**TASK TO CARRY OUT**
Gather every line below where "JSON" appears.

**DATA EXCERPTS**
*-*-*
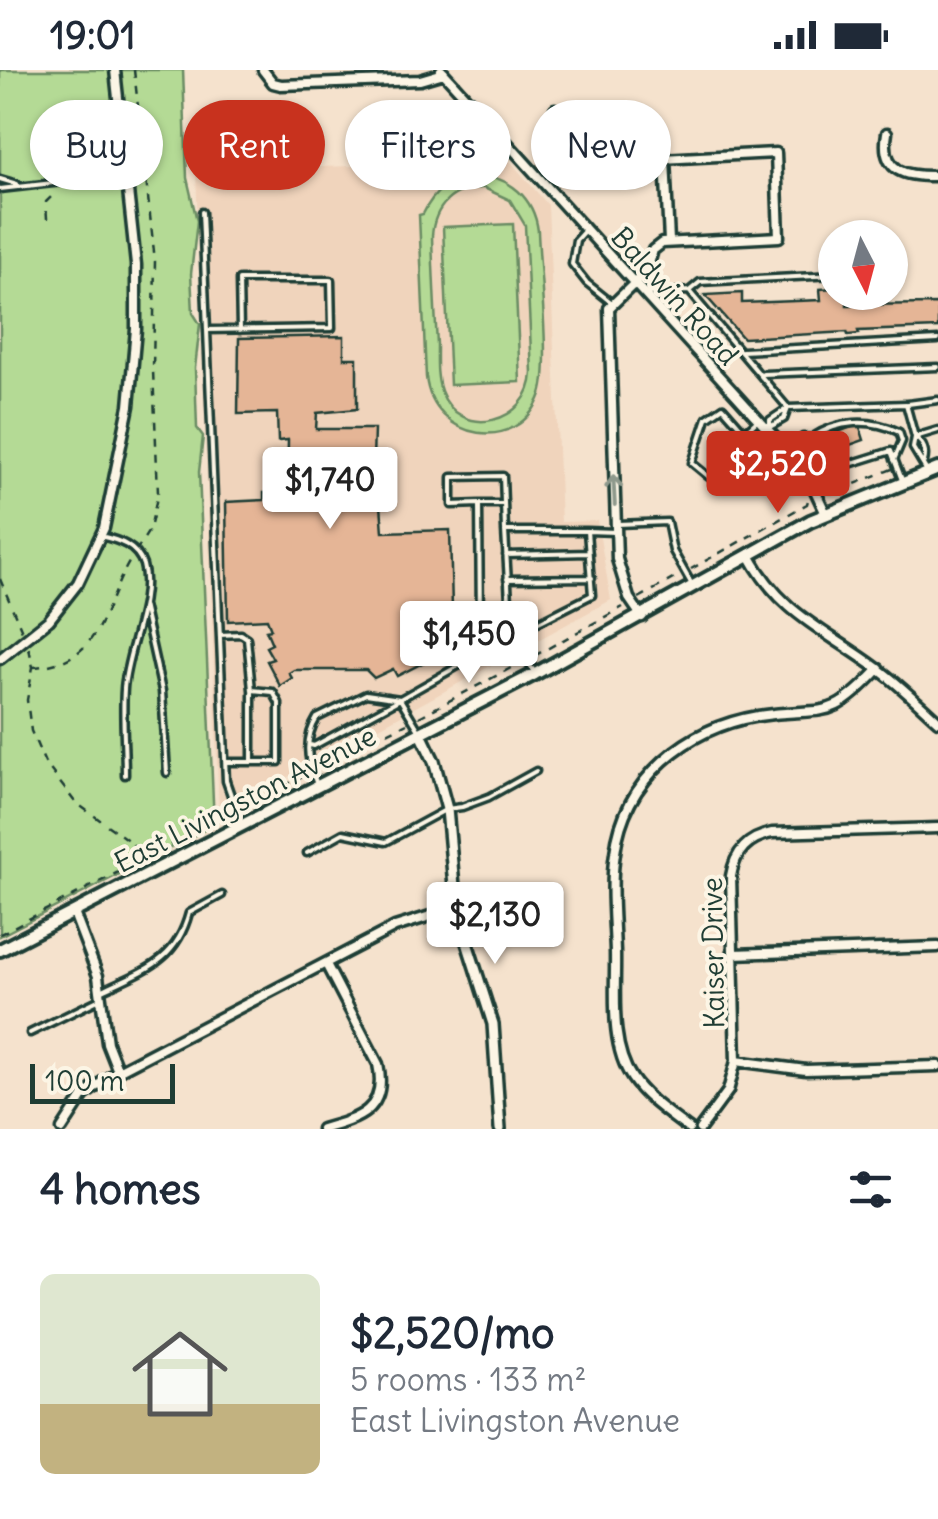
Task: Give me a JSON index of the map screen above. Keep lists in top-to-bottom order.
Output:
*-*-*
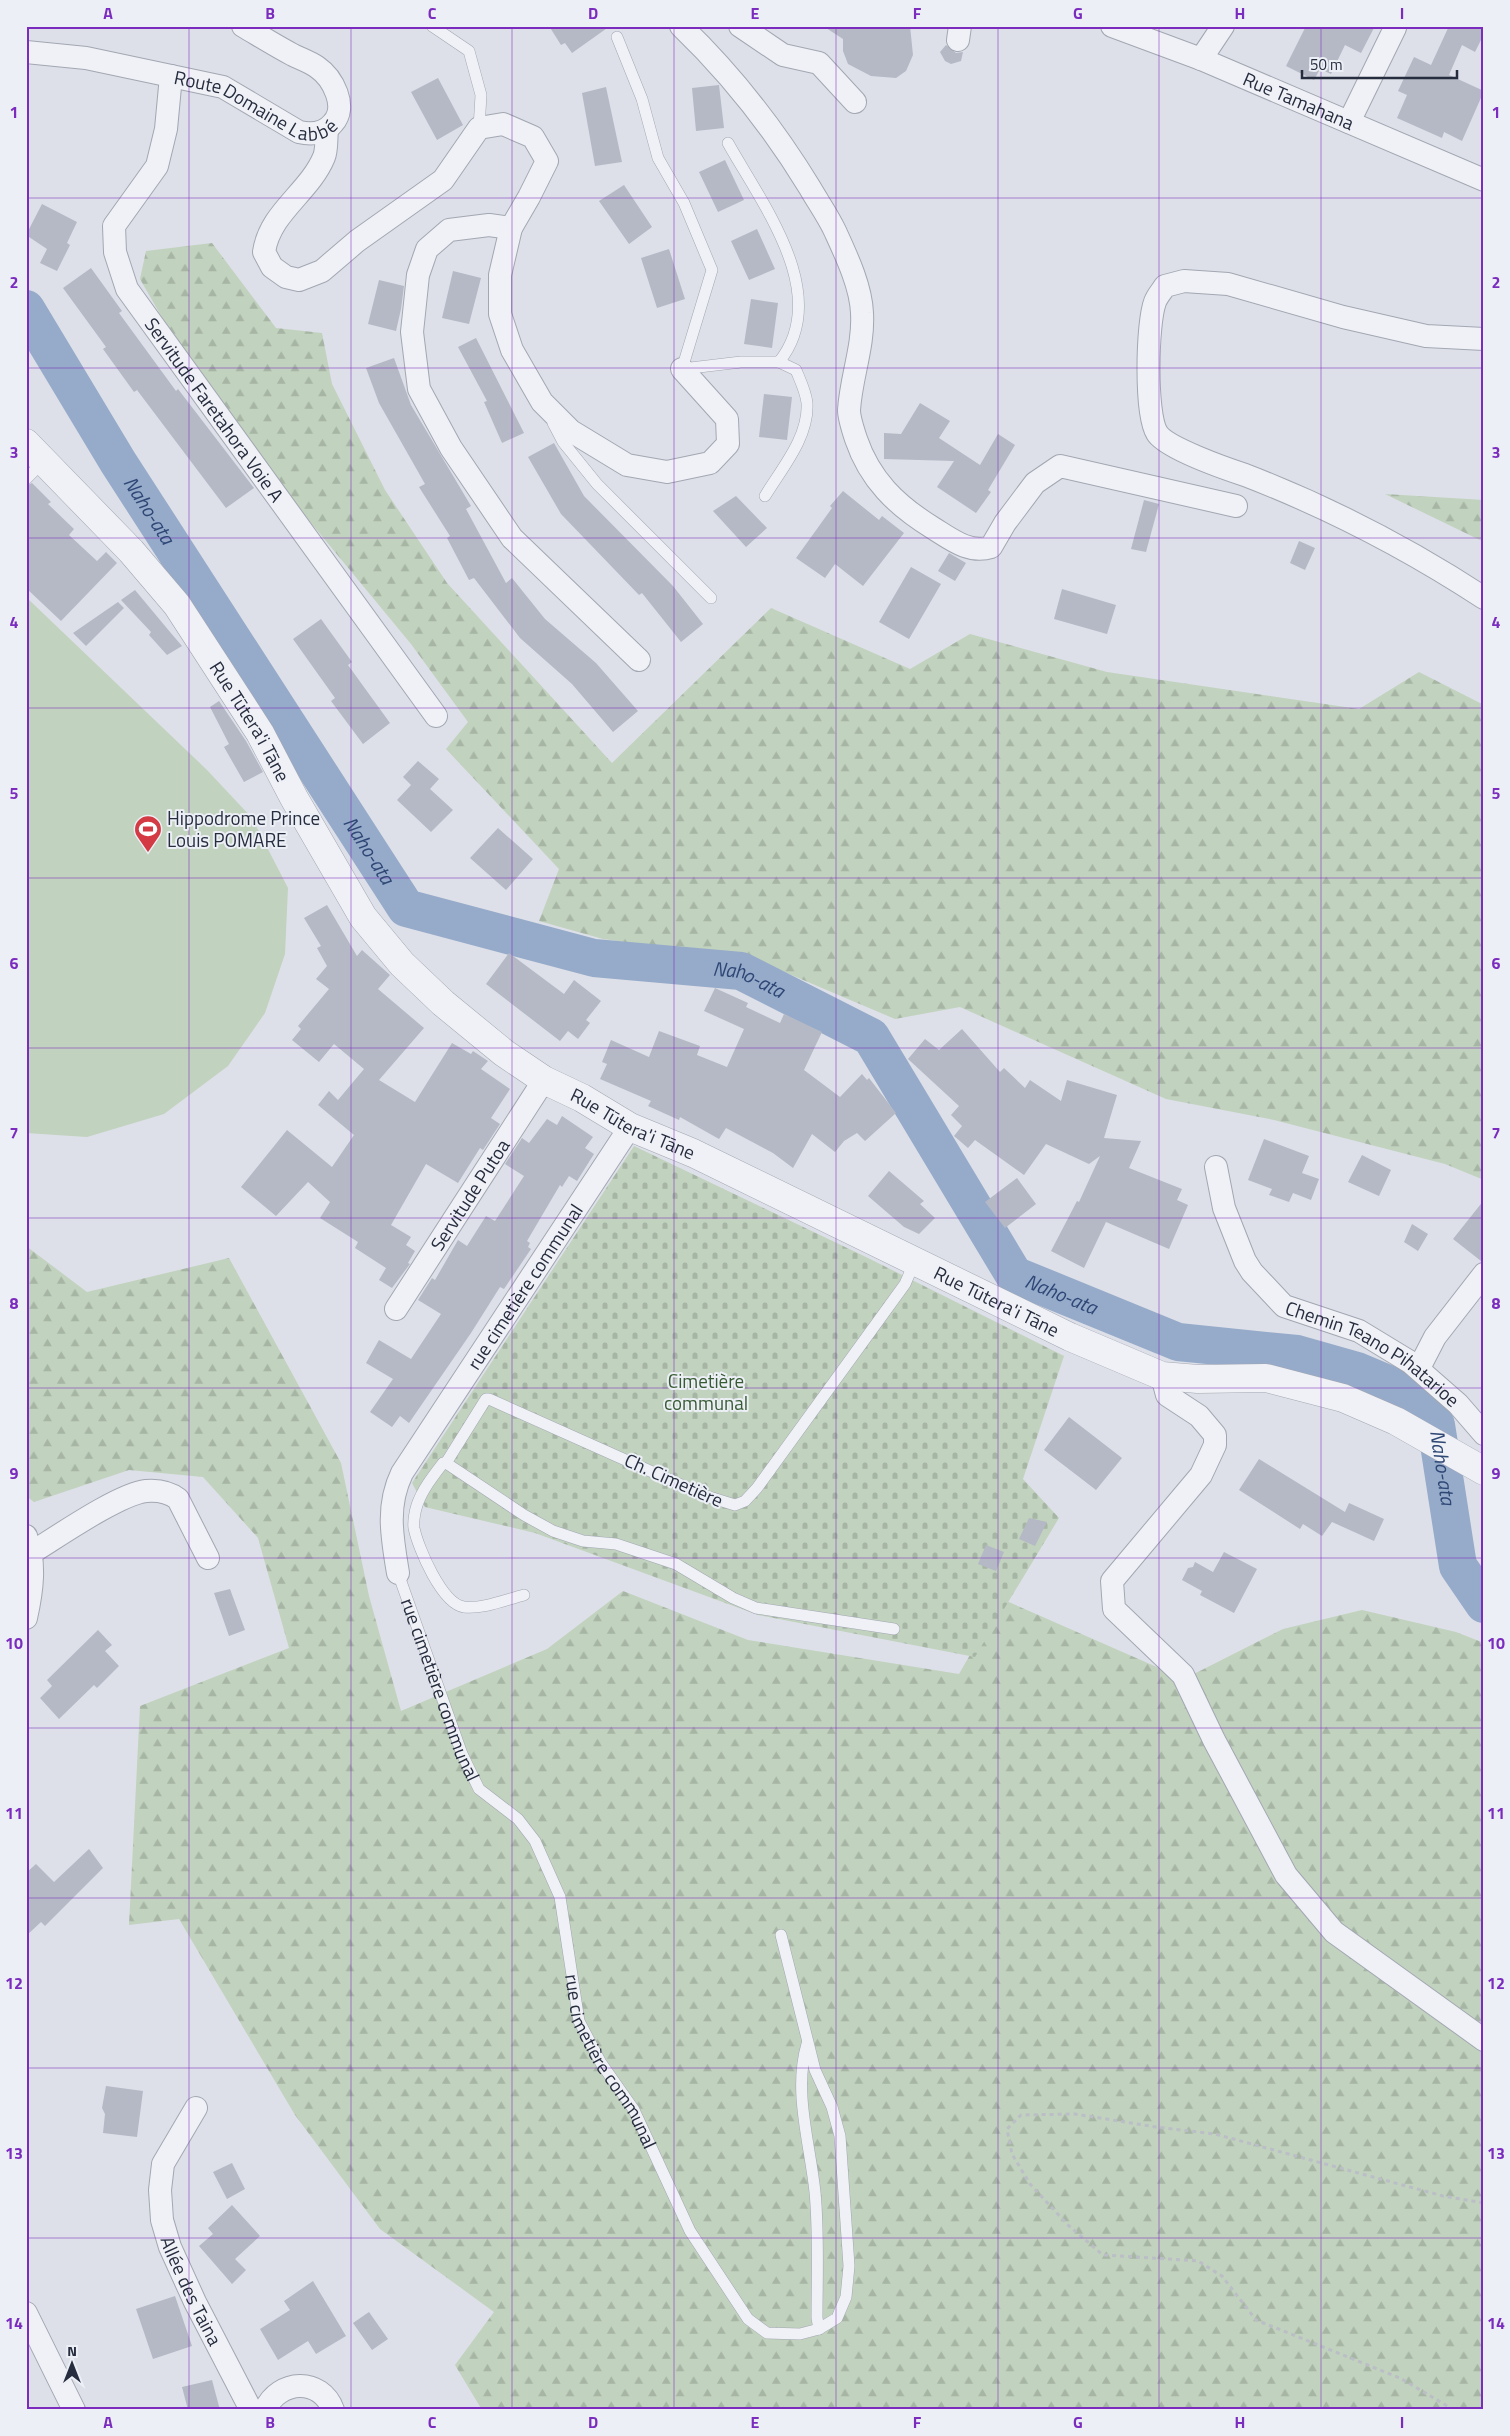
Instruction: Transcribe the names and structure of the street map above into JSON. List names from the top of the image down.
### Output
*-*-*
**OUTPUT FOR THIS EXERCISE**
Task: Give me a JSON index of the map screen above. Keep lists in top-to-bottom order.
Instruction: Transcribe the names and structure of the street map above into JSON. List names from the top of the image down.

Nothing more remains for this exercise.